How Change Makes Us Better Parents: 3 Lessons for 2026
We're stepping into 2026 in the middle of profound change—some we chose, and much we didn't.
Wars continue in Gaza, Sudan, and the Congo. Countries are being invaded, governments overthrown. In the United States, immigration enforcement has escalated to terrifying levels. Women's reproductive healthcare is being more restricted state by state. Education policies are shifting in ways that will fundamentally shape our children's futures.
And all of this trickles down. Political divisions seep into family gatherings and friend groups. The stress of navigating systems—healthcare, childcare, workplace policies—compounds.
Meanwhile, you're trying to show up for your kids—whether nursing a newborn or supporting a struggling teen—while managing family expectations and cultural traditions, juggling work, and trying to protect your own boundaries when everyone needs something from you.
It's not just one thing. It's everything, all at once. And you're walking a tightrope—trying just trying to stay present when everything feels like it's falling apart.
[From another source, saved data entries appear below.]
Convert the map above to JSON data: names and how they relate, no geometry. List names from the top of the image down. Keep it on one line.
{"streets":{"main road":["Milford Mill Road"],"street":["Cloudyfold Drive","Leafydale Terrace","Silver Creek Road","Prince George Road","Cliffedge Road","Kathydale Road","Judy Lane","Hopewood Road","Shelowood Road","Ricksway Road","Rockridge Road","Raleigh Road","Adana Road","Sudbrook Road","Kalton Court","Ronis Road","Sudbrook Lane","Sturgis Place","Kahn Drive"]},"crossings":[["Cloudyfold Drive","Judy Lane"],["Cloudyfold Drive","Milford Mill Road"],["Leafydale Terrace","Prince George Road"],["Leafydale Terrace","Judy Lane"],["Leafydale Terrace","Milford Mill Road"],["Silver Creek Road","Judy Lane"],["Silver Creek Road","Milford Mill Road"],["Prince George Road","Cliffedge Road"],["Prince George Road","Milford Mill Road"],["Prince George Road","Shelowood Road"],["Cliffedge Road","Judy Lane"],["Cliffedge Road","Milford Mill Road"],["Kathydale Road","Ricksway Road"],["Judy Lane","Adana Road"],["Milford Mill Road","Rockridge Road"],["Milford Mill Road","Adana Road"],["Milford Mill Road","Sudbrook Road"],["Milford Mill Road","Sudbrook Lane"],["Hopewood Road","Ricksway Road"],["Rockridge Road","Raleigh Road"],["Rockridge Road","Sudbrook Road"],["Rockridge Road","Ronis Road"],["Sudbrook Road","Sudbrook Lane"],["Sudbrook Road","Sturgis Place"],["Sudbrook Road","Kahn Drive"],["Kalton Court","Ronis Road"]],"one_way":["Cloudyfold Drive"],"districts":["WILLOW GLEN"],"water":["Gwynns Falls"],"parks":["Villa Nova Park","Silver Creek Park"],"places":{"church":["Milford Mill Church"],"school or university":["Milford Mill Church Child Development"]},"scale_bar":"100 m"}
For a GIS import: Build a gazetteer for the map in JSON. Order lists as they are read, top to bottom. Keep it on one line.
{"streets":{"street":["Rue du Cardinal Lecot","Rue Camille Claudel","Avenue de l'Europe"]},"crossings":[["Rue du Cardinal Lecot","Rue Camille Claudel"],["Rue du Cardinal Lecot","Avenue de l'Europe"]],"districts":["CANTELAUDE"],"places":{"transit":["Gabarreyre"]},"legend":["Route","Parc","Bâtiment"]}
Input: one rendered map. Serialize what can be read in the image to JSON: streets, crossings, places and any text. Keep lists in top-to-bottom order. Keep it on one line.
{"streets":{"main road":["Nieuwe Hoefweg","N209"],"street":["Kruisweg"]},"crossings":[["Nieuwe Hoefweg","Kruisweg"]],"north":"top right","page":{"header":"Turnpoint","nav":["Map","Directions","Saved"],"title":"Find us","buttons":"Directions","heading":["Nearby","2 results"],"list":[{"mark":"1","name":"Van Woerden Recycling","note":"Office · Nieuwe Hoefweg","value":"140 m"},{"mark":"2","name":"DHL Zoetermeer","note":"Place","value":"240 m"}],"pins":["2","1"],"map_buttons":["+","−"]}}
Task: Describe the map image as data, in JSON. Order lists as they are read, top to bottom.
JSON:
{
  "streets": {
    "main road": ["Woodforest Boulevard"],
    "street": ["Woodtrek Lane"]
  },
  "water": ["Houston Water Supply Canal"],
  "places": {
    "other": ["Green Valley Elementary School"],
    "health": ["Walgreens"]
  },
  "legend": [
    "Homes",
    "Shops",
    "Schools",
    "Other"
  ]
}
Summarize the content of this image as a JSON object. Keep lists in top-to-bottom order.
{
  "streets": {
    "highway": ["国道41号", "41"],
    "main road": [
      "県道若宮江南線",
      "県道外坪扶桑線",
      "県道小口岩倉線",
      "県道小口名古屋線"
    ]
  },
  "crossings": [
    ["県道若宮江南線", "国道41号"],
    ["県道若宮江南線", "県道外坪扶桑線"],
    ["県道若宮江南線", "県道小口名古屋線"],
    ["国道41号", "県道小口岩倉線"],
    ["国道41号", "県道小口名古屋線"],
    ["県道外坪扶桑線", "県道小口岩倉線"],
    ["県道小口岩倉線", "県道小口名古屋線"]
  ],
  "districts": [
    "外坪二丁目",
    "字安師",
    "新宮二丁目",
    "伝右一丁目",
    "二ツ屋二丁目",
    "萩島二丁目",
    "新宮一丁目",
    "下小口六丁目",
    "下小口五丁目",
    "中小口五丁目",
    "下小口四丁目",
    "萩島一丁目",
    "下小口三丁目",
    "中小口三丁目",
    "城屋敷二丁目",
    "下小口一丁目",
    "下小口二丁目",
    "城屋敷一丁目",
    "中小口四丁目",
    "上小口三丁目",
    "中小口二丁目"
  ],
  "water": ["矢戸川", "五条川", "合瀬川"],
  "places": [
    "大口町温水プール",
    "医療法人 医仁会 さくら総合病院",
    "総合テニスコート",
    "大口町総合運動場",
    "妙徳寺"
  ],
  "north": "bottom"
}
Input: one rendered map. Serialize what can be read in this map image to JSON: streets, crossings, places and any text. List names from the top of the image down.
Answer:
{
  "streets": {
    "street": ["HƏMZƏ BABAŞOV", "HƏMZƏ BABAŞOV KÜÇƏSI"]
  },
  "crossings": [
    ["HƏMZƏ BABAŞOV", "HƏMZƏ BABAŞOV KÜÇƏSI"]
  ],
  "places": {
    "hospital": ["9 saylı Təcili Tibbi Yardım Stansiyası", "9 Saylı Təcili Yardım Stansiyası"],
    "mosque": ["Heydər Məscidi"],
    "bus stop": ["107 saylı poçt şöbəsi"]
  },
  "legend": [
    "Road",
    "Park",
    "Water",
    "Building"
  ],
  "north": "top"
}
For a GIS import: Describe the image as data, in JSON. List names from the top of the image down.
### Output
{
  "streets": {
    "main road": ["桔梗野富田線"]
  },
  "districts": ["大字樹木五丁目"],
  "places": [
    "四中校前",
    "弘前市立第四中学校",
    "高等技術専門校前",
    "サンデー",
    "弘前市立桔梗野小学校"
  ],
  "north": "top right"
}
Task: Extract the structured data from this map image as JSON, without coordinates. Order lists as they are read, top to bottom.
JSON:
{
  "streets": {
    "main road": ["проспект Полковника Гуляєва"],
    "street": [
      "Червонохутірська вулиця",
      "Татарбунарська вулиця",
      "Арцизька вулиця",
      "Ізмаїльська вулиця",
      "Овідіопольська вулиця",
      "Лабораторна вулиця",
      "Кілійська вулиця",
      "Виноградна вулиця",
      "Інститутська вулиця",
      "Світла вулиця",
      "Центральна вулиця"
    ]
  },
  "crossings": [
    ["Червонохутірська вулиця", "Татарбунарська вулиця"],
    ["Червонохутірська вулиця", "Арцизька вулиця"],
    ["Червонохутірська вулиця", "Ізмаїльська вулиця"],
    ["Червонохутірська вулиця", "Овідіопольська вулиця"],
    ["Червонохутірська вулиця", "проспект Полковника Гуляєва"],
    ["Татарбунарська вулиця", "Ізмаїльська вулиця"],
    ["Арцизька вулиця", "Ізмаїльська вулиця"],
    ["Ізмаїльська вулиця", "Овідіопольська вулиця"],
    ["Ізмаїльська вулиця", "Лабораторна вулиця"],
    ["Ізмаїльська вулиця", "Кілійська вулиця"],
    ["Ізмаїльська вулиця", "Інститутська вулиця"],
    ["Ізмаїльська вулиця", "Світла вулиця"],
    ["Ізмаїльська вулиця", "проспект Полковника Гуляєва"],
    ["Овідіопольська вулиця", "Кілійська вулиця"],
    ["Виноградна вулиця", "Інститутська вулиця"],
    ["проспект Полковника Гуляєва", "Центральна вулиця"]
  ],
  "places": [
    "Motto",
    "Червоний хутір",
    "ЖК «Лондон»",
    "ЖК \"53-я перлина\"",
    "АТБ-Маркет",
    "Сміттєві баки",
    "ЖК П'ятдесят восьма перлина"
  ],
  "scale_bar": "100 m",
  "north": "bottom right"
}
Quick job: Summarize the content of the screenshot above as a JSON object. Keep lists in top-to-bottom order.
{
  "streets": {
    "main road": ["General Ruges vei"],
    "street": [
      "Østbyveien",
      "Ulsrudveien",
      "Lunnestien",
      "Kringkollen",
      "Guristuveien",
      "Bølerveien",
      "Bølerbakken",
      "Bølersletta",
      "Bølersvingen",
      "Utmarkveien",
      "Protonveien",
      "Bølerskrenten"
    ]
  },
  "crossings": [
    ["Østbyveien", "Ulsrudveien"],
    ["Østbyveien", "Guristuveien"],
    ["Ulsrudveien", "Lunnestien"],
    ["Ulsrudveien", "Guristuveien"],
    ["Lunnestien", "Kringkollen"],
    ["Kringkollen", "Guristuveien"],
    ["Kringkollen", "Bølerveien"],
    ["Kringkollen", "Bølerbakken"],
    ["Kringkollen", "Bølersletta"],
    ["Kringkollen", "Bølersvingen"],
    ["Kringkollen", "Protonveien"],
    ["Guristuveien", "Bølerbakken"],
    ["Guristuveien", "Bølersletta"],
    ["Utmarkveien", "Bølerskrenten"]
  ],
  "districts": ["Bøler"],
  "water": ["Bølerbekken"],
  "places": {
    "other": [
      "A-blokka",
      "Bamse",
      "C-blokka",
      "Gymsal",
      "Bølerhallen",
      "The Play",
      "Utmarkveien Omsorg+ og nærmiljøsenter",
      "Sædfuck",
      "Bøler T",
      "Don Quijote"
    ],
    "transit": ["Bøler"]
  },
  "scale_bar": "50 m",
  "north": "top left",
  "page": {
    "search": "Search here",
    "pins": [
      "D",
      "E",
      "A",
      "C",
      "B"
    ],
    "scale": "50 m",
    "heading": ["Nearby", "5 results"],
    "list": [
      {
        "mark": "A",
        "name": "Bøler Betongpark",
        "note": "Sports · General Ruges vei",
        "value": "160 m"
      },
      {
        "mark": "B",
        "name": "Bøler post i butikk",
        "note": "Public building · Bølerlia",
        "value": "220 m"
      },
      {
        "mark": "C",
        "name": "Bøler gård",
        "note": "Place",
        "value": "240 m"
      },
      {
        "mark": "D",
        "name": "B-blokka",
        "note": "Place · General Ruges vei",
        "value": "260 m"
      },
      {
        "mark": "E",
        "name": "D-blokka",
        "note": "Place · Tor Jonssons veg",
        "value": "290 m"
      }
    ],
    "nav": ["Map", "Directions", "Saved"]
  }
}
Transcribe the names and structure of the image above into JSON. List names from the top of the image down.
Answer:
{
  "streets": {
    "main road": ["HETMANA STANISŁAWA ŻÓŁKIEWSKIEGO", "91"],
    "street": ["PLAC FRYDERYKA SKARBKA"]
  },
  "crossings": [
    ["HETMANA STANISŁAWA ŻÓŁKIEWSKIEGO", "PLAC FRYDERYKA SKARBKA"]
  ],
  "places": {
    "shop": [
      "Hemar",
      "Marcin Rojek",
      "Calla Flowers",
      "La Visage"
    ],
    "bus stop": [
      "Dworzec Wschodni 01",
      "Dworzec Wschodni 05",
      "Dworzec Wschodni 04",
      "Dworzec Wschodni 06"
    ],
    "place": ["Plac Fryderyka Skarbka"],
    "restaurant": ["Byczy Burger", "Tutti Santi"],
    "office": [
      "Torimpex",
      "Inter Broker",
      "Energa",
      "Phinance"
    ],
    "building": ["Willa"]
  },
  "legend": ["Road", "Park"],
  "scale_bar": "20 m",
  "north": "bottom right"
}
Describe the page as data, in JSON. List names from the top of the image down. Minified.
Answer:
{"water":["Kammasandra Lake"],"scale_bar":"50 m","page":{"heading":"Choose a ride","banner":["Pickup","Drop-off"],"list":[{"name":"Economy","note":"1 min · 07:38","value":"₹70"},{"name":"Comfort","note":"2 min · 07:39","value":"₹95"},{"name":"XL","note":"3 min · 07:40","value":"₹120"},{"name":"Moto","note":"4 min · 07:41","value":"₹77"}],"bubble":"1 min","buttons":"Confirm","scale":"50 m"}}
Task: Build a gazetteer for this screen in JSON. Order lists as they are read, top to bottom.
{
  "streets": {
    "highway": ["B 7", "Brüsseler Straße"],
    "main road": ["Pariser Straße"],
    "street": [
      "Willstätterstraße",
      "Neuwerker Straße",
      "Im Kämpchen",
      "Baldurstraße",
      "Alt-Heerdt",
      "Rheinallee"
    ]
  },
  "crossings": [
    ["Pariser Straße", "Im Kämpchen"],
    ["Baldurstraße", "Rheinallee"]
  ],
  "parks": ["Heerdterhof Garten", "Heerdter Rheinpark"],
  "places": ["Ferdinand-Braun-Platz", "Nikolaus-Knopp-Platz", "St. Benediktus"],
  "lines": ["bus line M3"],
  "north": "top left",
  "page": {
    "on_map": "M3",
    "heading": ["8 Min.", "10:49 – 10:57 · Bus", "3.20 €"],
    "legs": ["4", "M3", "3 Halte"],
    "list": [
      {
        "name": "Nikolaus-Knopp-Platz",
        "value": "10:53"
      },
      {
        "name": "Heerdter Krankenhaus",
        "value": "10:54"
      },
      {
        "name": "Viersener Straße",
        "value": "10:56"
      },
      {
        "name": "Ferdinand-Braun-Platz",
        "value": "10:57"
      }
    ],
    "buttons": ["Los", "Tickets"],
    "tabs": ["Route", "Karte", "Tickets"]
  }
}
Here's what I've learned through my own journey—three pregnancies during a demanding corporate career, leaving that career to build something new, and now, five years later, evolving again: Change doesn't make parenting harder. Resisting change does. The parents who thrive aren't the ones who have it all figured out. They're the ones who've learned to move with the shifts rather than against them.
So here are three lessons I've learned as I've navigated profound personal and professional transformation this past year. These lessons carried me through when everything felt uncertain.
Lesson 1: When systems break, they force you to build better ones
Last year, my client relationship management system (CRM) got hacked. Everything I'd built to manage clients, schedules, payments—I couldn't access. No client information was retrieved but I made the decision to migrate to a completely new system while managing health issues, kids' activities, and a business that needed to keep running.
It was exhausting. But the forced change revealed something: I'd been managing too many different systems to run my business. I actually knew it, but was always "too busy" to deal with it and kept putting off the inevitable. The hack forced me to consolidate into one platform that actually works better.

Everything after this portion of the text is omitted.